The idea, which would face long odds of passage, gives the measure of how deep a hole Mr Biden believes the prosecutions of Mr Trump have accidentally placed the country in. In a potent dissent against the court’s ruling, Justice Sonia Sotomayor reeled off crimes she feared presidents could now commit with impunity, from ordering assassinations to organising coups. But in writing for the majority, Chief Justice John Roberts conjured up a different fear, not of presidents but for them, of “the more likely prospect of an executive branch that cannibalises itself, with each successive president free to prosecute his predecessors”.

Faction or fiction?

Chief Justice Roberts worried not about lawbreaking but about vindictive prosecution. “Such types of prosecutions of ex-presidents could quickly become routine,” he warned. “The enfeebling of the presidency and our government that would result from such a cycle of factional strife is exactly what the framers intended to avoid.” He had a point: cycles of factional strife are the dizzying output of this polarised era. This decision may have done as much to protect Mr Biden as Mr Trump.
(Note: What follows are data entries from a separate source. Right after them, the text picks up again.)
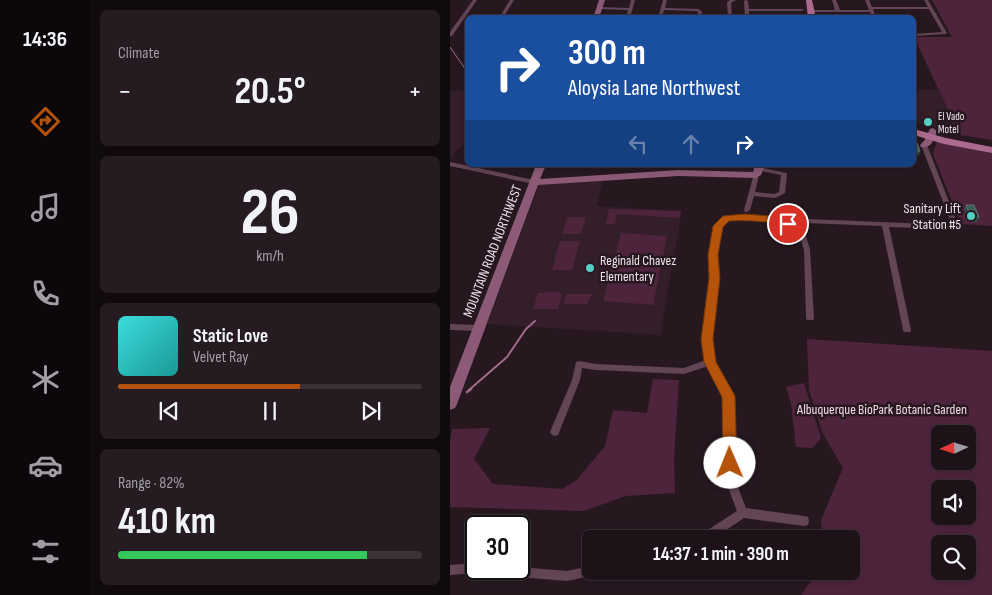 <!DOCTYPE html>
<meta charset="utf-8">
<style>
:root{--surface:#1d1218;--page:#251b21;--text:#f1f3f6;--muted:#a09ea2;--line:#3b3237;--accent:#b45309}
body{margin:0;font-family:"Sofia Sans Condensed",sans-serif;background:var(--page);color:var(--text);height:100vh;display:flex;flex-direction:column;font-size:19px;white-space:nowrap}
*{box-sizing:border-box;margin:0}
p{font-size:16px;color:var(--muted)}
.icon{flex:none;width:28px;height:28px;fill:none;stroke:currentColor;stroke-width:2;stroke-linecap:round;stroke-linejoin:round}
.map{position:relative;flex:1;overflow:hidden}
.drawer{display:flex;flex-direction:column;gap:10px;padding:10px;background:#100a0d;width:360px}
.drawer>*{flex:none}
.guide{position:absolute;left:15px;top:15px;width:451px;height:152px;border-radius:8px;box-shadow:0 2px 8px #0003,0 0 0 1px var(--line);background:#1a4fa0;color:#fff;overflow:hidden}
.needle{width:32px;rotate:266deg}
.controls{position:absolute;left:481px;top:425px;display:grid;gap:10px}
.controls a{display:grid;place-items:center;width:45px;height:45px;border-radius:8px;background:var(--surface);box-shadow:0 2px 8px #0003,0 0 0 1px var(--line);font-size:25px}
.speed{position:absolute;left:15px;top:515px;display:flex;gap:10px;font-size:25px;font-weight:700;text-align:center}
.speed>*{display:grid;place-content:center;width:65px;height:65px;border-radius:50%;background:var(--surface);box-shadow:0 2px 8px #0003,0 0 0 1px var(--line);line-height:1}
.speed .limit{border:2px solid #111;border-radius:8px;background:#fff;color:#111}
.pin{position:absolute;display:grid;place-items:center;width:42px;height:42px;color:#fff;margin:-21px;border:2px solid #fff;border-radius:50%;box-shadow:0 1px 5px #0007}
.me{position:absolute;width:55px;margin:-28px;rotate:359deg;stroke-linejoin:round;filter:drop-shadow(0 0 4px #0008)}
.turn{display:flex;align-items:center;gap:18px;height:105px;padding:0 20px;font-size:22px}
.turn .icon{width:65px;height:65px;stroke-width:2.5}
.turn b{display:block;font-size:35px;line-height:42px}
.lanes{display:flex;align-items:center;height:48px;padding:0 20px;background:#0003;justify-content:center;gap:25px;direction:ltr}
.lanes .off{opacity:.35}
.big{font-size:38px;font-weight:700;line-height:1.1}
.drawer .card{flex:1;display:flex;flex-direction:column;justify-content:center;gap:8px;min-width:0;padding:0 18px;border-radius:8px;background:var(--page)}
.drawer .dial{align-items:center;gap:0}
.dial b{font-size:65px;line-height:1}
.song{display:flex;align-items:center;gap:15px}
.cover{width:60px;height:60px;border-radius:8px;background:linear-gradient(135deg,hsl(180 70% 55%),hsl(180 70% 35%))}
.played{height:5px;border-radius:2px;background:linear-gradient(90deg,var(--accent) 60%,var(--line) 60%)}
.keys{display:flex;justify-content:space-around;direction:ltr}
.heat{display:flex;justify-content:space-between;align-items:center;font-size:28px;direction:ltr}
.charge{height:8px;border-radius:4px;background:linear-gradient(90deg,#34c759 82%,var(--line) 0)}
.trip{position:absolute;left:132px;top:530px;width:278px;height:50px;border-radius:8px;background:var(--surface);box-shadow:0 2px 8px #0003,0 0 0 1px var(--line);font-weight:700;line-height:50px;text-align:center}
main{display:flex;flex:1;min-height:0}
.dock{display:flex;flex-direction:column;width:90px;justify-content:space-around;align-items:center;background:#0c070a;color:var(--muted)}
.dock .icon{width:35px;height:35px}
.dock .active{color:var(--accent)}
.dock b{font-size:22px;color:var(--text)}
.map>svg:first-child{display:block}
.built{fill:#331e2a}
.green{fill:#4e243d;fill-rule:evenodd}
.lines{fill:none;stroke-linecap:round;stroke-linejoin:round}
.stream-far2{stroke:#a26c8d;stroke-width:1}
.stream-far1{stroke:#a26c8d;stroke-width:2}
.stream{stroke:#a26c8d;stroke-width:2.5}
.street{fill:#644556;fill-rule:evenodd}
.secondary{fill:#8c5a77;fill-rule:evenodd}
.primary{fill:#ab6b90;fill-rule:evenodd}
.wall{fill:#2a4e4a}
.building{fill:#3f5e5b;stroke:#5a7371}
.route{fill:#b45309;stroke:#753606}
.poi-dot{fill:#57cec1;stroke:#271820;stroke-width:2}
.labels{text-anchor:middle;stroke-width:5;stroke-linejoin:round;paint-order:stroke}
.far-poi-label{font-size:11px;fill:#eee3e9;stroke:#271820;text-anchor:start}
.poi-label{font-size:14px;fill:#eee3e9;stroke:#271820;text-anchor:end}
.street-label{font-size:14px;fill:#eee3e9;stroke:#271820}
.park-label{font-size:14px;fill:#f1dbe7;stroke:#271820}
</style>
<main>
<nav class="dock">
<b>14:36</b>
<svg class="icon active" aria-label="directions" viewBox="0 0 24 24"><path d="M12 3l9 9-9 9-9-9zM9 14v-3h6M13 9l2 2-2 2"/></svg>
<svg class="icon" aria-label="music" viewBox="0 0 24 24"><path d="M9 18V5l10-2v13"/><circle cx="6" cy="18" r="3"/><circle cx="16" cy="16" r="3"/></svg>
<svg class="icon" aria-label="phone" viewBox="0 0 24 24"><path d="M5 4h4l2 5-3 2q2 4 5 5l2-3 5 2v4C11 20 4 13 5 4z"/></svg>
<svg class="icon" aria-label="climate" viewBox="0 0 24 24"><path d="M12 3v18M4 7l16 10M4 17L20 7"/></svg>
<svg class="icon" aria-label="car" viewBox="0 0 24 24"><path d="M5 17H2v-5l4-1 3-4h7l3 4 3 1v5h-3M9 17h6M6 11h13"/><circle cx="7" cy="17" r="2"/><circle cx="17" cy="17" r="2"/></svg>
<svg class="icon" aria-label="filters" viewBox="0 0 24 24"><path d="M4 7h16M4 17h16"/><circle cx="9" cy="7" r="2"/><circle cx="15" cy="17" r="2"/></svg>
</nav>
<section class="drawer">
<div class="card"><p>Climate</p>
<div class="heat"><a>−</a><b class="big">20.5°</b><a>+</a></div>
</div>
<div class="card dial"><b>26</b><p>km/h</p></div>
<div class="card">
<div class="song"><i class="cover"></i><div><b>Static Love</b><p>Velvet Ray</p></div></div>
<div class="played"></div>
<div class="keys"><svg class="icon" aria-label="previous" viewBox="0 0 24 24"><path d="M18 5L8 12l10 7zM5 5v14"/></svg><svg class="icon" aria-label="pause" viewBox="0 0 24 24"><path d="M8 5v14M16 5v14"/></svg><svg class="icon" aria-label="next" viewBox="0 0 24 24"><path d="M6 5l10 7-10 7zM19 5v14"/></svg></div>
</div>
<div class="card"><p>Range · 82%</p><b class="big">410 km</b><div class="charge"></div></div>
</section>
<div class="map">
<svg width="542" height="595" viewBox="0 0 542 595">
<rect width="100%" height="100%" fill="#271820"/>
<path class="built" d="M464 90H489L510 135 464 121Z
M0 91H16L18 95 17 140 0 158Z
M153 180 146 206 232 211 210 335 37 324 89 185Z"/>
<path class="green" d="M482 0H542V140L510 135 464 37H502Z
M487 141 542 153V226L511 224 483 154Z
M159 209 231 211 229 218 167 214 165 224H156Z
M117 217H136L131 234H112Z
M171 233 217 236 203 305 153 301Z
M110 241H130L122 270H102Z
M97 292H109V294H112L108 309H83L88 293H96Z
M116 294H142L137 304H115L114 303Z
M357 339 542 351V595H351L368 571H401V539H373L371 520 393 468 372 432 359 390ZM490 434H518V461H490ZM490 489H518V516H490ZM490 544H518V571H490Z
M203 379 229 380 224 459 225 493 175 496 134 511 0 507V441L2 429 40 428 24 459 43 484 112 489 127 480 155 446 163 410 197 413Z
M354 383 371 438 362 448 346 447 341 404 336 387Z"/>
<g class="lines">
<path class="stream-far2" d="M0 47 18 73"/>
<path class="stream-far1" d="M19 390 57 357 76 329 85 321"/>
<path class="stream" d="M17 392 21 389"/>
<path class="street" d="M23 0H27L2 36H0V32Z
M60 0H64L53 18H49Z
M181 0H185L180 18H176L178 10 149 9 147 8 149 7 179 8Z
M213 0H217L215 8 249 9 252 12 251 18H247L248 12 246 11 214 10 212 18H208Z
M280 0H286L281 3 282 18H278L277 2Z
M295 0 298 1 299 9H352L354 10 352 11H299V18H295L294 1Z
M382 0H386L390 10H419L415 0H419L422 7H478L474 0H478L497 33 495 34 464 36V34L492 32 479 9H423L426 18H422L420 12H360L358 11 360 10H385Z
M474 143 477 145 508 225 506 229H504L439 227 461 330 460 332H454L453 330 432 226 355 223 353 226 360 250 364 318 363 320H357L356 318 354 250 347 227 331 222 295 219 278 220 271 227 267 255 269 278 261 339 264 362 283 396 285 463 289 490 296 508 354 516 358 517 359 521 358 525 354 526 294 518 263 539H249L250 535 287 511 279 490 275 463V396L258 366 234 374 146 370 132 368 130 380 108 435 105 436 102 435 100 432 122 380 126 362 129 361 146 364 234 368 256 360 253 339 261 278 259 255 265 226 274 216 295 215 334 218 502 225 471 145Z
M0 162 84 180 87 182 84 184 0 166Z
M308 167 336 173 337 174 335 193 325 198 304 196 300 210 297 212H295L294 210 304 174H308L309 175 305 192 324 194 329 192 331 175 306 170 305 169Z
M0 324 28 325 31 326 32 328 31 330 28 331 0 330Z
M26 563V569H69V567L117 571 141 566V571H146L145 575 141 576 117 581 30 574 27 573 0 575V565Z"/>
<path class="secondary" d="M149 0H155L149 18H143Z
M483 128 487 131C484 139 482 149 471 147L470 145 474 141 480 129Z
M86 165H96L90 179 228 170 303 172 305 165H315L311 175 306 178 228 176 88 185 7 404 5 408 0 410V387Z"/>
<path class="primary" d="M356 0H362L366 18H358Z
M464 129 496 138 542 147V153L494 144 464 135Z"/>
</g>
<path class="wall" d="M464 143 470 151 469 155H464Z
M516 205 529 217 527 222H519L514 209Z"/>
<path class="building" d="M464 143H467L470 151H464Z
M516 205H524L529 217H521Z"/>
<path class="route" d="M295 214 332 217 343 224 338 227C319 221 299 220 279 221L273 227 268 255 270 278 263 339 266 362 285 396 287 463 285 468 280 470 275 468 273 463 272 397 254 362 251 339 259 278 258 255 263 226 273 216Z"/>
<g class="poi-dot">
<circle cx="478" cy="122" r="5"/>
<circle cx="521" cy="216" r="5"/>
<circle cx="140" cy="268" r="5"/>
</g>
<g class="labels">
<g class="far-poi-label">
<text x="488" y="120">El Vado<tspan x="488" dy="13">Motel</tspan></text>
</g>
<g class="poi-label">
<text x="511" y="213">Sanitary Lift<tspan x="511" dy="16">Station #5</tspan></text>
<text x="150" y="265" text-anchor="start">Reginald Chavez<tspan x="150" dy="16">Elementary</tspan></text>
</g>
<g class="street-label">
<text transform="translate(42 251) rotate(-69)" y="5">MOUNTAIN ROAD NORTHWEST</text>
</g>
<g class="park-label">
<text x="432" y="414">Albuquerque BioPark Botanic Garden</text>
</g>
</g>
</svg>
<div class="controls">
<a><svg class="needle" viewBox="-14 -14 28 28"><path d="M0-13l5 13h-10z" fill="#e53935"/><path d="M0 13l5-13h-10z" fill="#a09ea2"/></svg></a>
<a><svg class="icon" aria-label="sound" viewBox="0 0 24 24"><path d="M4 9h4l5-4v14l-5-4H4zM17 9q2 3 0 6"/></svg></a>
<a><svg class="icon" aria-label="search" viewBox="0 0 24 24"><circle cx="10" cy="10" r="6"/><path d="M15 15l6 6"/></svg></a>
</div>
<div class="speed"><div class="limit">30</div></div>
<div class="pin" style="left:338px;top:224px;background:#d93025"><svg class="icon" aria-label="arrive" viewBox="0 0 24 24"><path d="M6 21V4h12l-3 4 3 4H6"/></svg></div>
<svg class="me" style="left:280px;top:463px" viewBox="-20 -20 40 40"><circle r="19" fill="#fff"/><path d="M0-13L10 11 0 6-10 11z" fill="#b45309"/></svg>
<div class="trip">14:37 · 1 min · 390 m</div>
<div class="guide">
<div class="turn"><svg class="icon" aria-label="right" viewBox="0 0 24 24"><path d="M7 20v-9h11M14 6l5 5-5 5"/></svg><div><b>300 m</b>Aloysia Lane Northwest</div></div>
<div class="lanes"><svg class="icon off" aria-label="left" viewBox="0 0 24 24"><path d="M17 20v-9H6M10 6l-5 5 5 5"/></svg><svg class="icon off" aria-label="ahead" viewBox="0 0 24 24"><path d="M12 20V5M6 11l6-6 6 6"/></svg><svg class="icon" aria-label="right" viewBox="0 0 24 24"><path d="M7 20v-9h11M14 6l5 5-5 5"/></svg></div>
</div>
</div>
</main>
But at what cost? Chief Justice Roberts wrote that fear of prosecution might leave a president “unable to boldly and fearlessly carry out his duties”. Yet for more than 200 years presidents had no reason to assume they were immune. Despite that, as Justice Clarence Thomas wrote in a concurring opinion, “numerous past presidents” took actions “that many would argue constitute crimes”. Equipped with this new shield of immunity, what might a president of low character do? The court has acted to protect presidents from one another. Other Americans may not prove so lucky. Mr Trump may well pose a threat to democracy; prosecuting him, it turns out, already has.